* _Data block_
-------------------------
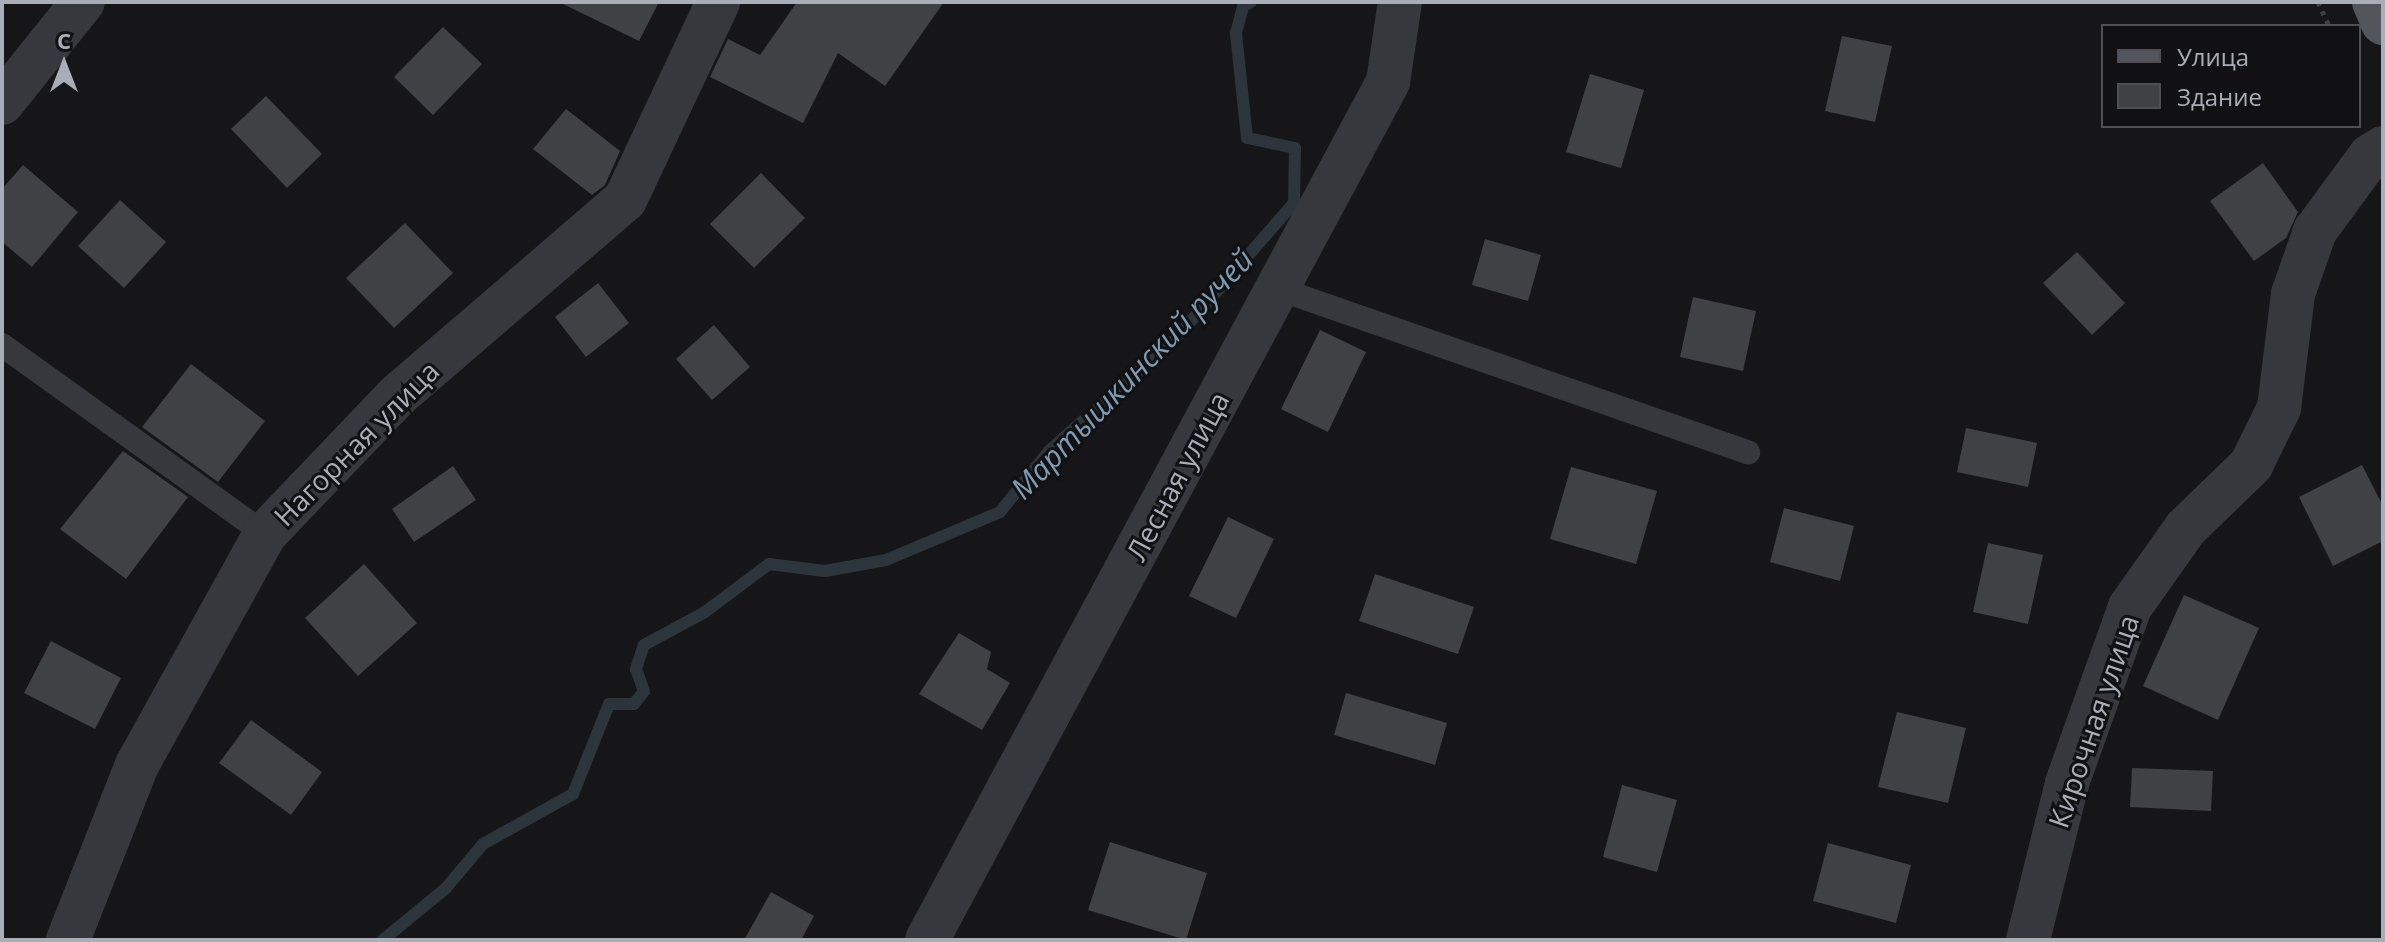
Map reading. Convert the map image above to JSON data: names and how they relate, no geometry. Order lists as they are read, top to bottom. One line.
{"streets":{"street":["Нагорная улица","Лесная улица","Кирочная улица"]},"water":["Мартышкинский ручей"],"legend":["Улица","Здание"],"north":"top"}
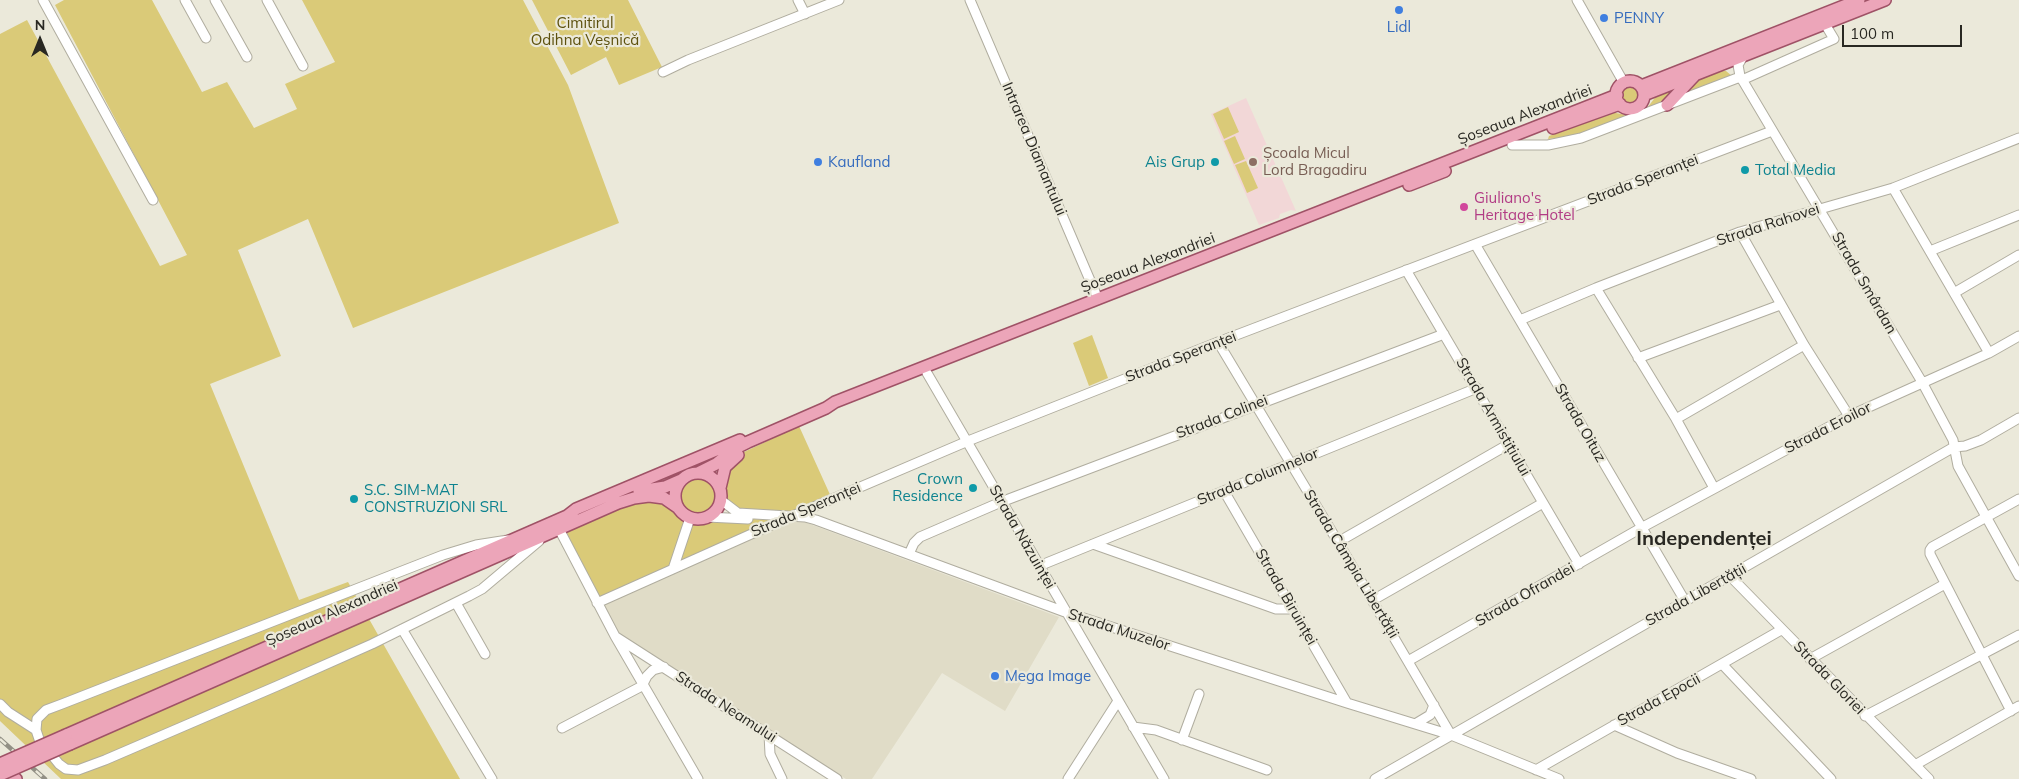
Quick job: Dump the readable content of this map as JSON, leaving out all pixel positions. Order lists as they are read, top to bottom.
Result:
-------------------------
* _Task requirements_
Reproduce the listing exactly, images omitted.

* _Written answer_
Map reading. Convert the map image above to JSON data: names and how they relate, no geometry. Order lists as they are read, top to bottom. One line.
{"streets":{"street":["Нагорная улица","Лесная улица","Кирочная улица"]},"water":["Мартышкинский ручей"],"legend":["Улица","Здание"],"north":"top"}
Quick job: Dump the readable content of this map as JSON, leaving out all pixel positions. Order lists as they are read, top to bottom.
Result:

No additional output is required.